- _EXERCISE OBJECTIVE_
Skip any pictures. Repeat the data exactly, from its first line through the line that holds "position:absolute; left:14px; top:937px;", both included.

- _SOURCE MATERIAL_

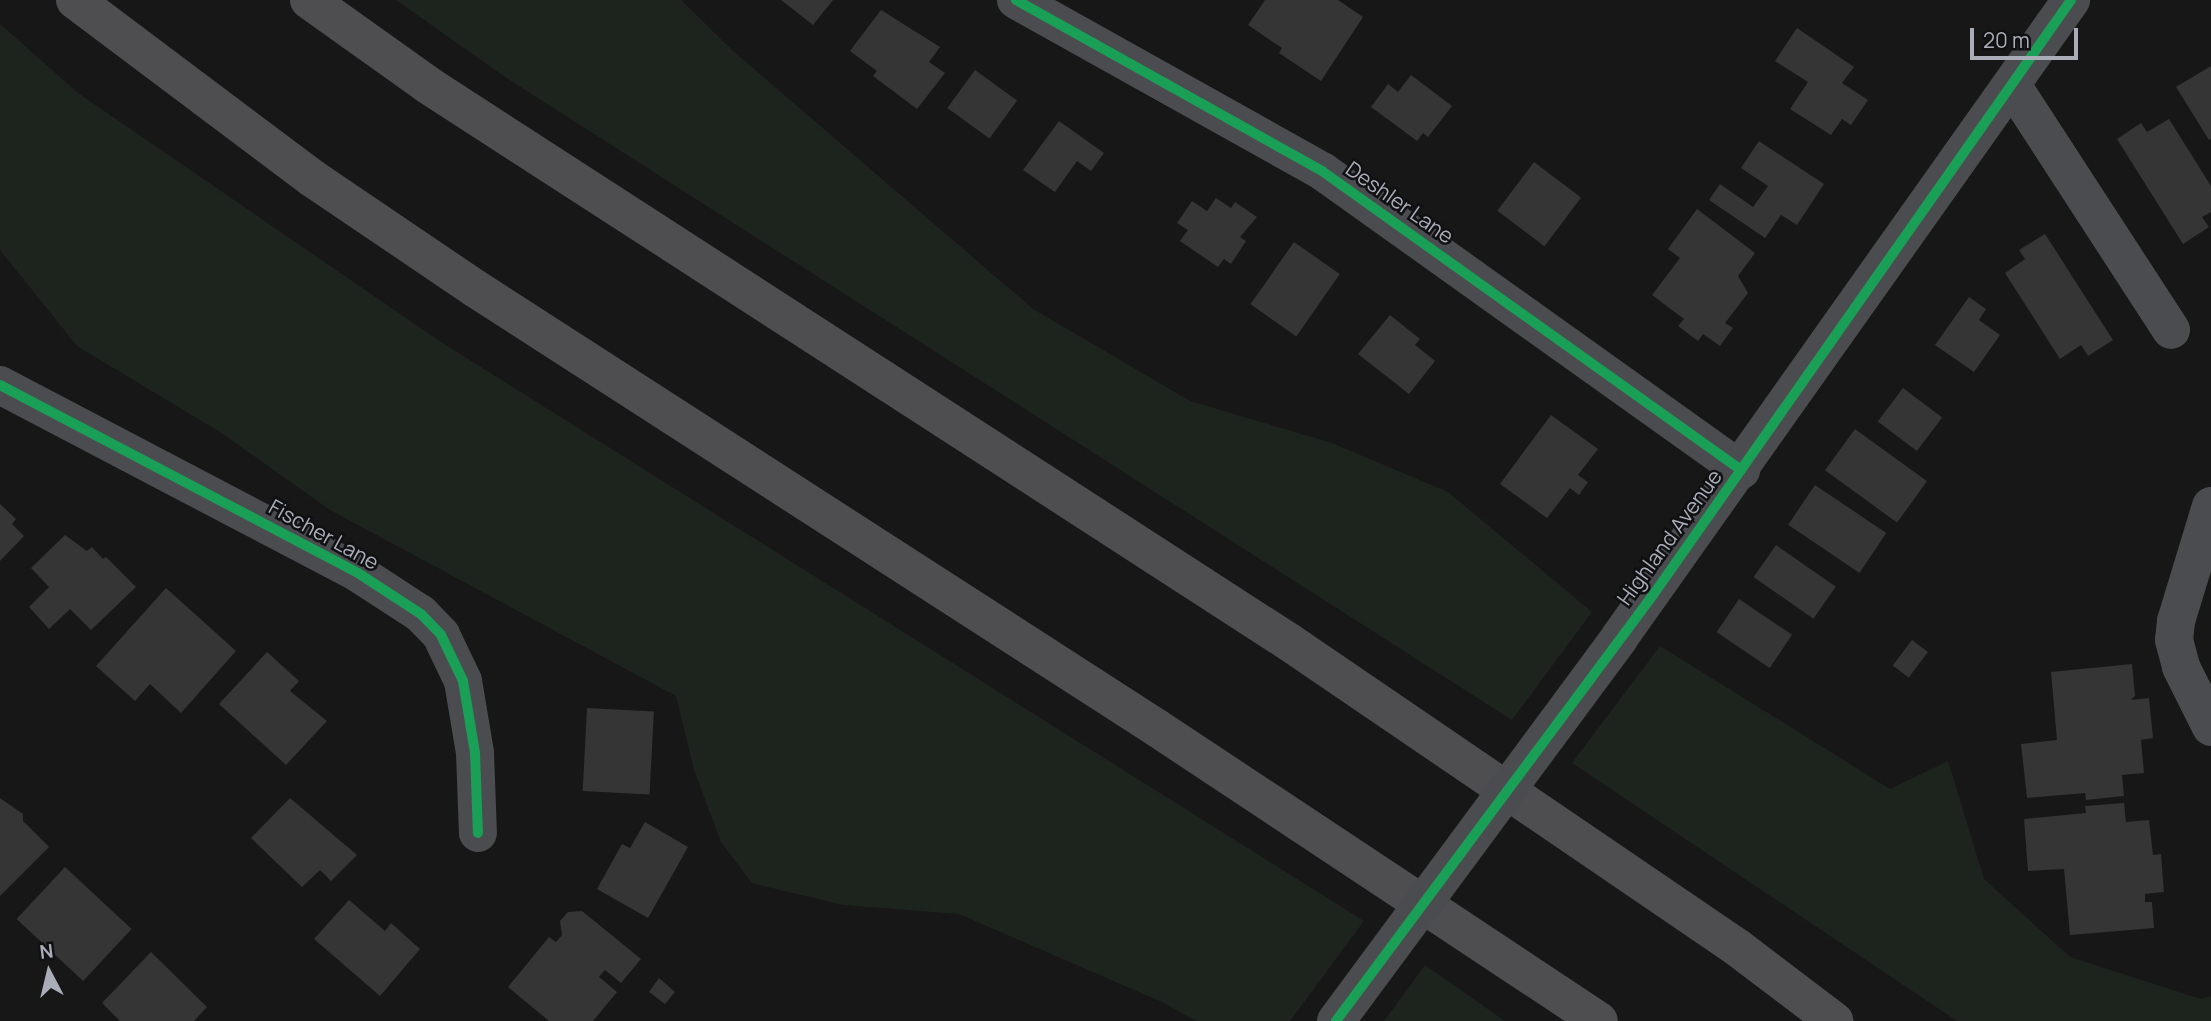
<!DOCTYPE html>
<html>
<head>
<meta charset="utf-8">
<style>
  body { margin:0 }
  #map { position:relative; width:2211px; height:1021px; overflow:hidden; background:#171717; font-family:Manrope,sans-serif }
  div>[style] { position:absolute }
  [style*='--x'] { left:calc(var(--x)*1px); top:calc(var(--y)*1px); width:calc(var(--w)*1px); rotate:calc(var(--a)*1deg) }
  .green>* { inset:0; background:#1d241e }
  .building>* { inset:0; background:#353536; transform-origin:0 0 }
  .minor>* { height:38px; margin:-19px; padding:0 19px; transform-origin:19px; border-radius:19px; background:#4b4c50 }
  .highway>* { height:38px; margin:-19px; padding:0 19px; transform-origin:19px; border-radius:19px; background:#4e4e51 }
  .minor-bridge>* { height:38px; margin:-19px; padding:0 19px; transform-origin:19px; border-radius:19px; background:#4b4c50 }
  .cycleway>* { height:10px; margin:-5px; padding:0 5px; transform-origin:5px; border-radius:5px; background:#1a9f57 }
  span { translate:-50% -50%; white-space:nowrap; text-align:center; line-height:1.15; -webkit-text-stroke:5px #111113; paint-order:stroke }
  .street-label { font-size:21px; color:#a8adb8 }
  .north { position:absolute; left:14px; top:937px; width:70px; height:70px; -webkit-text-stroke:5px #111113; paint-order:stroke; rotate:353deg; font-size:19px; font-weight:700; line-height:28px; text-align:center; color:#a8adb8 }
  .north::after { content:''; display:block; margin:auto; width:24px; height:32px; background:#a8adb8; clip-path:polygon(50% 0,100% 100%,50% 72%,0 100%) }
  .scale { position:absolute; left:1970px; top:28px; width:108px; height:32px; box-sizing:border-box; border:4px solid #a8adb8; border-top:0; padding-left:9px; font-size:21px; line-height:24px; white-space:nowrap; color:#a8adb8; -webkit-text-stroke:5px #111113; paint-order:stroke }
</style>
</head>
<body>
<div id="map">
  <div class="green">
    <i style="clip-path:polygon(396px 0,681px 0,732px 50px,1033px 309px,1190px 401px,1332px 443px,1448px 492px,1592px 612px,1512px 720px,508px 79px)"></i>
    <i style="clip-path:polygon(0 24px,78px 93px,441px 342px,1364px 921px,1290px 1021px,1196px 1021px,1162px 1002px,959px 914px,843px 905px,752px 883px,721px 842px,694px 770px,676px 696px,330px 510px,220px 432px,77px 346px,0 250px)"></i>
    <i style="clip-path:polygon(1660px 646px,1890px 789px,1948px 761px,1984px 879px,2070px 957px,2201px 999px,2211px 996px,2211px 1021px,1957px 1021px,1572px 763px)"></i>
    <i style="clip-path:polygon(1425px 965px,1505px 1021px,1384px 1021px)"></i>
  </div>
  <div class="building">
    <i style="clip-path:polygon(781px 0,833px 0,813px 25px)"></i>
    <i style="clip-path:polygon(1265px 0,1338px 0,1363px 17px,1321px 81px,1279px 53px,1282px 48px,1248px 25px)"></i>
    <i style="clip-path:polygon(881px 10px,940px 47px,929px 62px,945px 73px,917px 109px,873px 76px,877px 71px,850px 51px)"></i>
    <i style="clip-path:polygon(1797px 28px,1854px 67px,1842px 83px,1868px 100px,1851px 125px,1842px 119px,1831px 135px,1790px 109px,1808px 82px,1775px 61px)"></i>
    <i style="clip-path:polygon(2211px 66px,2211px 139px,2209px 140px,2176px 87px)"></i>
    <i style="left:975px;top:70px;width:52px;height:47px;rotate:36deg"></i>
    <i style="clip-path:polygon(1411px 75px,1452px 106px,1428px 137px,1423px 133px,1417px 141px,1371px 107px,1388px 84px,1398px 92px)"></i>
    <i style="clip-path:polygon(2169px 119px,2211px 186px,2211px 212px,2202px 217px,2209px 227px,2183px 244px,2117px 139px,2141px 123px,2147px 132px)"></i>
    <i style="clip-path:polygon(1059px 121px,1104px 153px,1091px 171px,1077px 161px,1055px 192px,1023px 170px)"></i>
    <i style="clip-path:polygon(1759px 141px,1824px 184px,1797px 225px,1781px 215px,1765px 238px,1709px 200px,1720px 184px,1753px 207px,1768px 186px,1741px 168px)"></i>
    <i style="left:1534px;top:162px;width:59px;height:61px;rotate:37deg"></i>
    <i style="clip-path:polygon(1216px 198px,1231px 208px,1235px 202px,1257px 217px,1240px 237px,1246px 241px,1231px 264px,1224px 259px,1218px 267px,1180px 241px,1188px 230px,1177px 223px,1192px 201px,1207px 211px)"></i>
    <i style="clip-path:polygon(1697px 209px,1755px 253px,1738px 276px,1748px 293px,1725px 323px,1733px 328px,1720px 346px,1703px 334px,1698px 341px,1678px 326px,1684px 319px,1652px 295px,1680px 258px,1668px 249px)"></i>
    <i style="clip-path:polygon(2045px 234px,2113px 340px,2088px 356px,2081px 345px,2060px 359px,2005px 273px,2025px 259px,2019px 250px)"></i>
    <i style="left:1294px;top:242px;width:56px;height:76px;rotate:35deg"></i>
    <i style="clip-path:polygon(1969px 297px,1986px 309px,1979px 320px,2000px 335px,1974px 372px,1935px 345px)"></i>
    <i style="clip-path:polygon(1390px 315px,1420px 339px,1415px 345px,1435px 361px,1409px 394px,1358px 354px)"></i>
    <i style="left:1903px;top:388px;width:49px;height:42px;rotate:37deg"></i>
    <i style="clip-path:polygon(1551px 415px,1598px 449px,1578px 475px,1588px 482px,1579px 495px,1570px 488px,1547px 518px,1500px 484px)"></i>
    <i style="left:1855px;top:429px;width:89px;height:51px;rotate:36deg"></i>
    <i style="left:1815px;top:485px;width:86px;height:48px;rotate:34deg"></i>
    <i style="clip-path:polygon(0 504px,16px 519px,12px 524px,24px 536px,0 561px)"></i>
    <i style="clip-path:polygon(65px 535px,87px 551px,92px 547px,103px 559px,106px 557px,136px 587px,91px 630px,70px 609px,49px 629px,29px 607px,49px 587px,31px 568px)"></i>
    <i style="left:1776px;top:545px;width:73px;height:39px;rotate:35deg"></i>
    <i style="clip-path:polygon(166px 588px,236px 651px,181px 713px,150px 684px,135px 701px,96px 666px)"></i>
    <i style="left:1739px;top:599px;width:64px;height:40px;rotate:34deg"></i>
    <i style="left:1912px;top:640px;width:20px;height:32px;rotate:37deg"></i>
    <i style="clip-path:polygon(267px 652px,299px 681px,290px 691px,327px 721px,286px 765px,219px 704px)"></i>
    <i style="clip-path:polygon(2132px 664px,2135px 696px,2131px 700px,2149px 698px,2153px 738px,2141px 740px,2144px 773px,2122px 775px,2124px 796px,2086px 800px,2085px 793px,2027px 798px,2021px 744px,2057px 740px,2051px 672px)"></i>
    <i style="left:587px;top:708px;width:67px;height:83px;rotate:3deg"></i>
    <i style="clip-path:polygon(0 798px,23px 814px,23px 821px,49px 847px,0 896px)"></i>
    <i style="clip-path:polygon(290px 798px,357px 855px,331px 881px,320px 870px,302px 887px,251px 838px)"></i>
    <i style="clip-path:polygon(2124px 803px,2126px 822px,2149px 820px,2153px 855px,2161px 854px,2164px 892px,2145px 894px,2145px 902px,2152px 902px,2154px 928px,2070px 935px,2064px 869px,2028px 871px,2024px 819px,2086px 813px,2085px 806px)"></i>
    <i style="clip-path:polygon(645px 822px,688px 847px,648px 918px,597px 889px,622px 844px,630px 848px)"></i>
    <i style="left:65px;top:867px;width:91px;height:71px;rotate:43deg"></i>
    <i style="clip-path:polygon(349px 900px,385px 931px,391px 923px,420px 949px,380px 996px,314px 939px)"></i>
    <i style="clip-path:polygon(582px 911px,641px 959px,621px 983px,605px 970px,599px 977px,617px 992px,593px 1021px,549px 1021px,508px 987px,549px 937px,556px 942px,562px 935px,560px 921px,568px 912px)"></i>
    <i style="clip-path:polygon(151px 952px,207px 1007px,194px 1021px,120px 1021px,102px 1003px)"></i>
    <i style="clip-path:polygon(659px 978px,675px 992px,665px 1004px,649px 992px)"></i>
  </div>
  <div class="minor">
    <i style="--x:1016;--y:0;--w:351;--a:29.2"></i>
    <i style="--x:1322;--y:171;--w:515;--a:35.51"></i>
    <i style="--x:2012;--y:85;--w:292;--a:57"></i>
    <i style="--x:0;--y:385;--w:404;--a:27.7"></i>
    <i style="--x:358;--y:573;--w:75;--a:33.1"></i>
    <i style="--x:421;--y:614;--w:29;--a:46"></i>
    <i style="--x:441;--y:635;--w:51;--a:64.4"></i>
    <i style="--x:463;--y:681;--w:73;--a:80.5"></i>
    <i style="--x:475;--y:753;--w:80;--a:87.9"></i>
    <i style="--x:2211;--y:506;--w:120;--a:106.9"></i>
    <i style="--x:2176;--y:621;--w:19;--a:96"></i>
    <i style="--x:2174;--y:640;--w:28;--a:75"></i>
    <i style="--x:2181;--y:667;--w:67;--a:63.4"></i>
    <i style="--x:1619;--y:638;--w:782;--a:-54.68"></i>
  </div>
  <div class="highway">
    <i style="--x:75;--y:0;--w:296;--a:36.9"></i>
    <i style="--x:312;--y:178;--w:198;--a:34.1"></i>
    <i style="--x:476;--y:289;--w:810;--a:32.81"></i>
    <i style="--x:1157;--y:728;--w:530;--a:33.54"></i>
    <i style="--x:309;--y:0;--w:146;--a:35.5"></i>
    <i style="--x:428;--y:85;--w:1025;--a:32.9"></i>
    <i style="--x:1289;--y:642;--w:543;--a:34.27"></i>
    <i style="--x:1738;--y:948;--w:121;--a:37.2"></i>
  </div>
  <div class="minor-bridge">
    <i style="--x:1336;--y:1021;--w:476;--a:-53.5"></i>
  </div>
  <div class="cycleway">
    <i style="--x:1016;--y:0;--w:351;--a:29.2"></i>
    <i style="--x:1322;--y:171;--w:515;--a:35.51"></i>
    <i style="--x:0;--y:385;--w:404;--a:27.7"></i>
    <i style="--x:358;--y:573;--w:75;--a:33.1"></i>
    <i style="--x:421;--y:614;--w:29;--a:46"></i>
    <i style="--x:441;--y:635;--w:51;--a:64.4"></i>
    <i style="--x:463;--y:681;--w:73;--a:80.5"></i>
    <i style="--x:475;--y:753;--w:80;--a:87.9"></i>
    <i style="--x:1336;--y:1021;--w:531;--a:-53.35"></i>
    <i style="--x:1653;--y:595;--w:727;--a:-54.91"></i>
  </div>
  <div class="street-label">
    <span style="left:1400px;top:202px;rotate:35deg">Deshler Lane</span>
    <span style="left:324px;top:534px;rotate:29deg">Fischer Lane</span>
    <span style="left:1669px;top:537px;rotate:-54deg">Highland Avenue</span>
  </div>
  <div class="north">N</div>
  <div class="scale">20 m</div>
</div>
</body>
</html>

- _ANSWER FOR THIS EXERCISE_
<!DOCTYPE html>
<html>
<head>
<meta charset="utf-8">
<style>
  body { margin:0 }
  #map { position:relative; width:2211px; height:1021px; overflow:hidden; background:#171717; font-family:Manrope,sans-serif }
  div>[style] { position:absolute }
  [style*='--x'] { left:calc(var(--x)*1px); top:calc(var(--y)*1px); width:calc(var(--w)*1px); rotate:calc(var(--a)*1deg) }
  .green>* { inset:0; background:#1d241e }
  .building>* { inset:0; background:#353536; transform-origin:0 0 }
  .minor>* { height:38px; margin:-19px; padding:0 19px; transform-origin:19px; border-radius:19px; background:#4b4c50 }
  .highway>* { height:38px; margin:-19px; padding:0 19px; transform-origin:19px; border-radius:19px; background:#4e4e51 }
  .minor-bridge>* { height:38px; margin:-19px; padding:0 19px; transform-origin:19px; border-radius:19px; background:#4b4c50 }
  .cycleway>* { height:10px; margin:-5px; padding:0 5px; transform-origin:5px; border-radius:5px; background:#1a9f57 }
  span { translate:-50% -50%; white-space:nowrap; text-align:center; line-height:1.15; -webkit-text-stroke:5px #111113; paint-order:stroke }
  .street-label { font-size:21px; color:#a8adb8 }
  .north { position:absolute; left:14px; top:937px; width:70px; height:70px; -webkit-text-stroke:5px #111113; paint-order:stroke; rotate:353deg; font-size:19px; font-weight:700; line-height:28px; text-align:center; color:#a8adb8 }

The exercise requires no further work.